**Work to be completed:** Your task is to copy each line of the material that holds the word "Passatge".

Start of Block

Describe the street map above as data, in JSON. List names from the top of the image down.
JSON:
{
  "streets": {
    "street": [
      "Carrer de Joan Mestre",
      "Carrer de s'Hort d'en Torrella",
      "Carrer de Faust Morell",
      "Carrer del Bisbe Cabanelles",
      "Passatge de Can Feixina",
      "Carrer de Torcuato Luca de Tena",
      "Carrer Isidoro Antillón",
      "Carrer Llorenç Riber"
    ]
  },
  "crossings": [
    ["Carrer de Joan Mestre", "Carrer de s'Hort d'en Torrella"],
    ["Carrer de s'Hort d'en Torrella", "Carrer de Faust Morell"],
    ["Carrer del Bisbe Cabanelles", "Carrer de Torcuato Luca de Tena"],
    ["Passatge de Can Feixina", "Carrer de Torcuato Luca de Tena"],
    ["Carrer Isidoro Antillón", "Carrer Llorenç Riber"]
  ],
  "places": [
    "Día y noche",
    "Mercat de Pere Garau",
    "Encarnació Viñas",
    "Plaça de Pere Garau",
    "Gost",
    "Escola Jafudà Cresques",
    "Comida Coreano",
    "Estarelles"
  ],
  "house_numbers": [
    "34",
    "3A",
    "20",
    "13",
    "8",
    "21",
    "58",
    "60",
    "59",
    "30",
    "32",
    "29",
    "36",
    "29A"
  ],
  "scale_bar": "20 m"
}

End of Block

**Solution for this exercise:**
      "Passatge de Can Feixina",
    ["Passatge de Can Feixina", "Carrer de Torcuato Luca de Tena"],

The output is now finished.